» **Extracted material**:
= Beginning of Section =

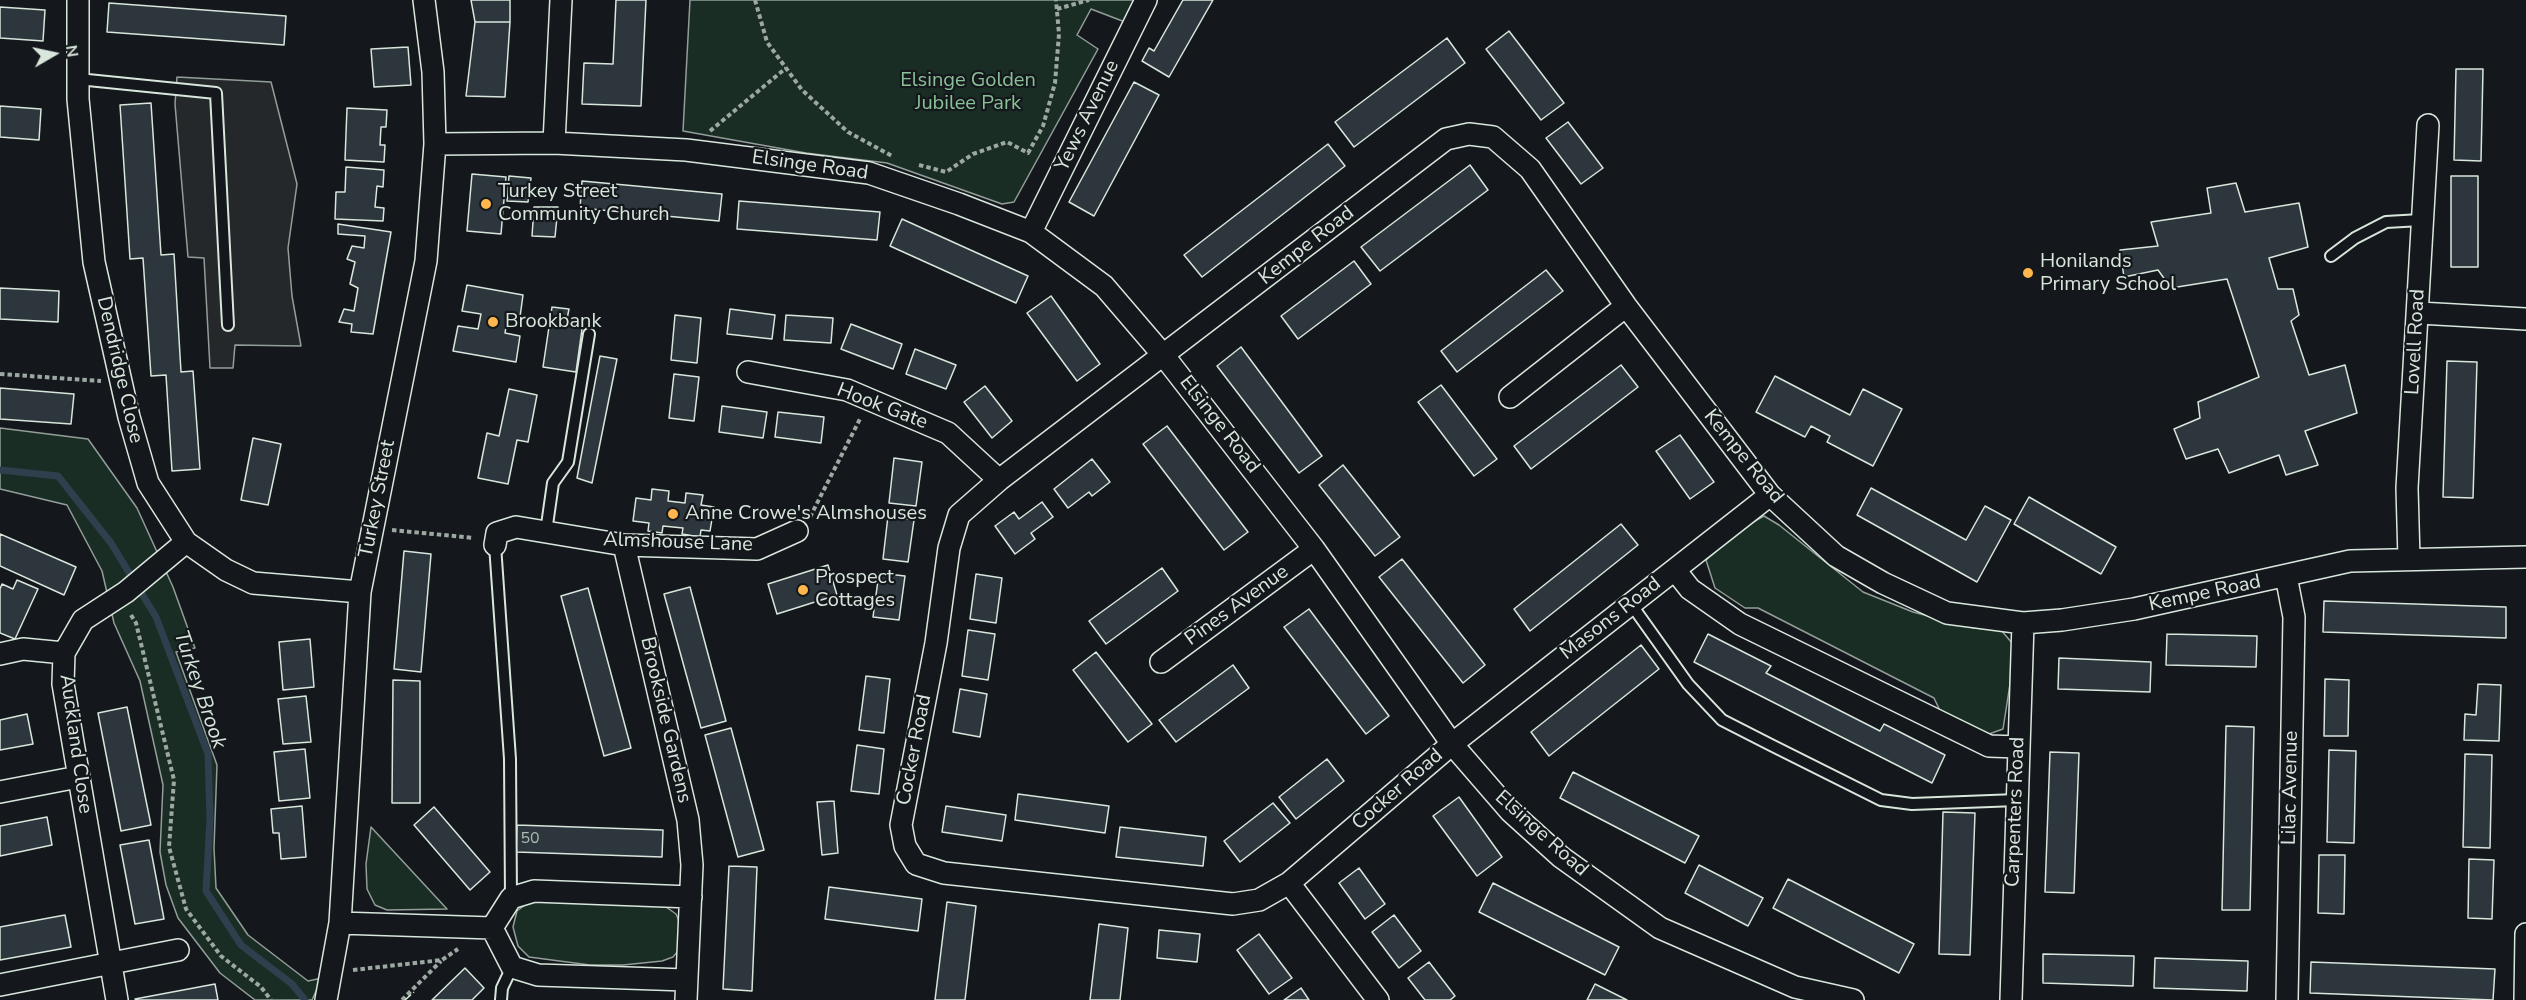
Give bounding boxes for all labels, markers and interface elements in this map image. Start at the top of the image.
north arrow [24,24,84,84]
text: N [60,44,84,59]
street label: Yews Avenue [1051,57,1125,175]
park label: Elsinge Golden Jubilee Park [900,69,1036,116]
street label: Elsinge Road [750,146,870,186]
place label: Turkey Street Community Church [498,180,670,227]
marker: Turkey Street Community Church [479,197,493,211]
street label: Kempe Road [1255,201,1359,291]
place label: Honilands Primary School [2040,250,2176,297]
marker: Honilands Primary School [2021,266,2035,280]
street label: Lovell Road [2401,288,2431,396]
street label: Dendridge Close [90,294,148,446]
place label: Brookbank [505,310,601,334]
marker: Brookbank [486,315,500,329]
street label: Elsinge Road [1173,371,1265,479]
street label: Hook Gate [833,379,931,435]
street label: Kempe Road [1698,405,1788,509]
street label: Turkey Street [355,438,401,560]
place label: Anne Crowe's Almshouses [685,502,927,526]
marker: Anne Crowe's Almshouses [666,507,680,521]
street label: Almshouse Lane [603,528,753,558]
street label: Pines Avenue [1181,560,1293,652]
place label: Prospect Cottages [815,566,895,613]
street label: Kempe Road [2147,570,2263,618]
street label: Masons Road [1556,572,1666,666]
marker: Prospect Cottages [796,583,810,597]
water label: Turkey Brook [167,628,231,752]
street label: Brookside Gardens [634,635,696,805]
street label: Auckland Close [53,673,97,815]
street label: Cocker Road [893,693,937,807]
street label: Lilac Avenue [2278,731,2304,845]
street label: Carpenters Road [2001,736,2031,888]
street label: Cocker Road [1348,744,1448,836]
street label: Elsinge Road [1489,786,1593,882]
house number: 50 [520,829,540,849]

= End of Section =

Among the entries above, count every line containing the string "Primary". Your reply must be that number alone.

» **Expected answer**:
2